Vocab. OMOP_Genomic - OHDSI/Vocabulary-v5.0 GitHub Wiki
There is no comprehensive genomic terminology available in the public domain that would support the harmonization of genomic oncology data, which is necessary for standardized analytics in a research network.
To address these challenges and to allow the interoperability between genomic data and clinical care, a collaboration between the OHDSI Oncology Workgroup and the VICC consortium developed a canonical representation of equivalent variants to serve as standard concepts in the OMOP Standardized Vocabularies.
The following ontologies were incorporated:
- HGNC (HUGO Gene Nomenclature Committee, https://www.genenames.org/)
- ClinVar (https://www.ncbi.nlm.nih.gov/clinvar/)
- CiVIC (Clinical Interpretation of Variants in Cancer, https://civicdb.org/home)
- NCIt (National Cancer Institute Thesaurus, https://ncithesaurus.nci.nih.gov/ncitbrowser/)
- CGI (Cancer Genome Interpreter, https://www.cancergenomeinterpreter.org/home)
- CAP (College of American Pathologists Cancer Checklists, https://www.cap.org/)
- JAX CKB (The Clinical Knowledgebase by The Jackson Laboratory, https://www.jax.org/clinical-genomics/ckb#)
The procedures for transforming Concepts from the source to the OMOP Standard Vocabularies can be found on the OHDSI GitHub. The current version of the OMOP Genomic vocabulary is powered by KOIOS.
KOIOS is an open source tool developed and supported by the OHDSI Oncology WG that allows users to combine their variant data with the OMOP Genomic Vocabulary in order to generate a set of genomic standard concept IDs from raw patient-level genomic data.
Concept Class | Mechanism | Example |
Structural Variant | 1. (type of variation(e.g. del/ins/t))(chromosomal coordinate 1)(chromosomal coordinate 2) measurement
2. Trisomy/Monosomy/Tetrasomy (chromosome) measurement 3. Microsatellite Instability (MSS) (Effected Locus) measurement |
del(1)(p11) measurement |
Gene RNA Variant | (Type of Variation) of (Short Variant detail, e.g. A > G, where applicable)
OR (Type of Variation) of (Short Variant detail, e.g. A > G, where applicable) |
A1CF transcript: Substitution in position 100 of G replaced by A measurement |
Gene Protein Variant | (Type of Variation) of (Protein detail, e.g. A > E, where applicable)
OR (Type of Variation) of (Protein detail, e.g. A > E, where applicable) |
A1CF protein: Substitution in position 34 of E replaced by A measurement |
Genetic Variation | (Gene Symbol) (Long gene name) gene variant measurement | A1BG (alpha-1-B glycoprotein) gene variant measurement |
Gene Variant | (Gene Symbol 1):(Gene Symbol 2) gene fusion measurement | A2M::ALK gene fusion measurement |
Gene DNA Variant | (Type of Variation) in (Coordinate 1) of (Short Variant detail, e.g. A > G, where applicable)
OR (Type of Variation) in (Coordinate 1) to (Coordinate 2, where applicable) of (Short Variant detail, e.g. A > G, where applicable) |
A1CF on GRCh38 chr10: Substitution in position 50844121 of T replaced by G measurement |
Concept Codes were generated as OMOP# where # is a number that is not equal to the # of another concept.

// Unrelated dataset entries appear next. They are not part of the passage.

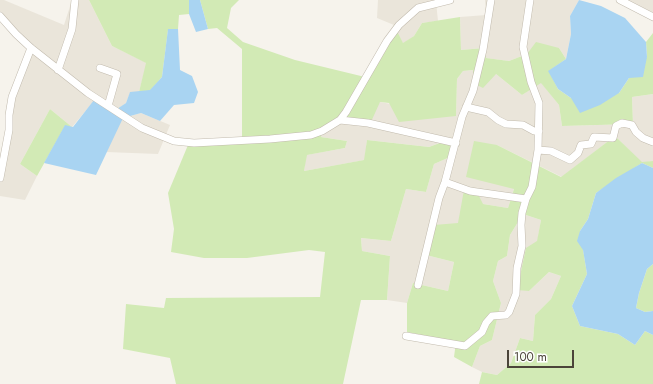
<!DOCTYPE html>
<style>
body{margin:0}
#map{position:relative;width:653px;height:384px;overflow:hidden;background:#f6f3ec;font-family:Jost,sans-serif}
canvas{display:block}
.scale{position:absolute;left:507px;top:350px;width:67px;height:18px;box-sizing:border-box;border:2px solid #4b4439;border-top:0;padding-left:5px;font-size:12px;line-height:14px;white-space:nowrap;color:#4b4439;-webkit-text-stroke:3px #fff;paint-order:stroke}
</style>
<div id="map">
<canvas width="653" height="384"></canvas>
<div class="scale">100 m</div>
</div>
<script>
const ctx = document.querySelector('canvas').getContext('2d');
ctx.lineJoin = 'round';
function fillPath(path, color) { ctx.fillStyle = color; ctx.fill(path, 'evenodd'); }
const poly = rows => new Path2D(rows.map(r => 'M' + r).join(''));
function strokePath(path, color, width, dash) { ctx.strokeStyle = color; ctx.lineWidth = width; ctx.lineCap = dash ? 'butt' : 'round'; ctx.setLineDash(dash || []); ctx.stroke(path); }
fillPath(poly([
 [0,0,4,0,64,25,72,0,89,0,112,46,147,63,139,92,130,93,126,103,114,112,94,101,72,127,50,109,20,164,37,176,25,200,0,196,0,168,10,101,29,50,0,16],
 [378,0,443,0,436,2,438,21,422,23,414,36,403,44,394,25,377,18],
 [485,0,579,0,570,16,571,34,566,59,559,48,527,54,509,61,485,58,484,48,461,50,460,17,486,15],
 [618,0,653,0,653,17],
 [473,70,496,74,522,95,541,82,559,105,562,126,633,124,632,97,653,94,653,161,642,163,615,136,562,177,497,145,514,189,508,208,483,204,458,224,426,255,454,262,448,291,413,283,407,303,387,300,390,256,362,251,361,238,391,241,406,189,426,192,434,164,450,157,455,137,429,147,367,140,365,160,304,171,306,155,345,148,347,141,321,137,323,127,380,102,456,116,457,79,463,71],
 [141,113,170,125,158,154,106,152,122,118],
 [523,214,541,220,529,291,549,272,561,276,551,299,535,315,533,341,520,338,511,363,497,375,482,372,472,367,480,346,492,340,501,303,493,281,498,261,507,256,510,235]
]), '#eae5da');
fillPath(poly([
 [89,0,189,0,189,14,179,15,178,29,168,30,162,77,150,91,139,92,146,63,112,46],
 [200,0,239,0,231,8,227,28,243,42,295,60,365,77,394,25,403,43,414,36,422,23,460,17,461,50,484,48,486,58,509,61,527,54,536,42,559,48,566,59,549,71,558,89,571,98,619,93,629,78,647,57,646,42,653,33,653,94,632,97,633,124,562,126,559,105,541,83,522,95,496,74,483,88,473,83,473,70,463,71,457,79,456,116,399,122,389,103,380,102,370,124,333,120,323,127,321,137,347,141,345,148,307,155,304,171,364,160,367,140,429,147,456,137,450,157,434,164,426,192,406,189,391,241,361,238,362,251,390,256,387,300,361,300,343,384,176,384,170,358,123,349,126,304,164,308,166,298,320,297,325,252,309,250,247,258,204,258,171,252,174,229,168,193,188,145,242,141,242,49,217,28,208,29],
 [50,109,72,127,65,126,37,176,20,164],
 [615,136,642,162,653,161,653,168,642,163,596,193,588,219,580,231,587,274,572,306,580,326,618,334,635,345,645,331,653,335,653,384,479,384,482,372,497,375,511,363,520,338,533,341,535,315,551,299,561,276,549,272,529,291,517,290,526,248,537,241,541,220,523,214,510,235,507,256,498,261,493,281,501,303,492,340,480,346,472,367,454,357,456,342,407,332,407,303,413,283,448,291,454,262,426,255,434,225,458,223,464,190,478,194,483,204,508,208,514,189,466,177,474,141,497,145,561,177],
 [653,264,653,311,645,312,636,308,639,293,647,269]
]), '#d2eab5');
fillPath(poly([
 [189,0,200,0,208,29,196,32,189,14],
 [579,0,601,6,625,18,646,42,647,57,643,77,629,78,619,93,600,105,580,113,571,98,558,89,548,71,566,59,571,34,570,16],
 [168,29,178,29,180,70,192,76,198,92,194,103,174,105,160,121,141,113,123,118,96,175,44,163,65,125,73,127,94,100,114,111,126,103,130,92,150,90,162,77],
 [642,163,653,168,653,264,647,269,639,293,636,308,645,312,653,311,653,335,645,331,635,345,618,334,580,326,572,306,587,274,583,250,577,241,580,231,588,219,596,193,616,178]
]), '#a9d4f2');
const minor = poly([
 [620,0,653,17],
 [0,16,16,34,31,48,88,93,142,128,174,141,194,143,270,139,311,135,322,131,340,120,346,112,387,41,399,25,418,8,450,0],
 [100,68,117,74,108,106],
 [58,70,72,29,75,0],
 [466,107,488,112,498,120,506,124,523,125,534,131,539,131],
 [340,120,368,123,456,143],
 [538,150,551,151,570,160,578,153,581,145,591,144,594,137,613,138,616,126,622,123,632,125,636,132,643,138,653,142],
 [0,178,9,130,9,115,12,97,31,48],
 [445,182,470,191,526,199],
 [418,285,439,198,445,182,462,117,473,91,483,50,491,0],
 [406,336,465,346,482,332,486,323,492,316,506,315,509,312,516,294,517,268,522,246,521,225,522,213,526,199,532,187,538,150,539,103,531,82,523,47,530,0]
]);
strokePath(minor, '#c2bbae', 8);
strokePath(minor, '#fff', 7);
</script>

All Valid OMOP Genomic concepts are Standard.
All concepts belong to the Measurement domain.
Genetic Variation |
Gene Variant |
Structural Variant |
Gene DNA Variant |
Gene RNA Variant |
Gene Protein Variant |
Based on knowledge about the processes of transcription and translation, the following hierarchy of concepts was introduced in OMOP Genomic:
Some OMOP Genomic concepts are non-Standard. That means they have to be mapped to the corresponding Standard Concepts using the CONCEPT_RELATIONSHIP table ("Maps to" records).
Part of Standard Concepts (with Concept Class Genetic Variation) have Valid relationships Mapped from and Subsumes with CPT4 and HCPCS Vocabularies. A few Standard Concepts (with Concept Class Structural Variant) have Valid relationships Variant of with SNOMED Vocabulary.
Most OMOP Genomic Concepts create multiple records in the CONCEPT_RELATIONSHIP table, but some of them are mapped to single Concepts, generating one-to-one records.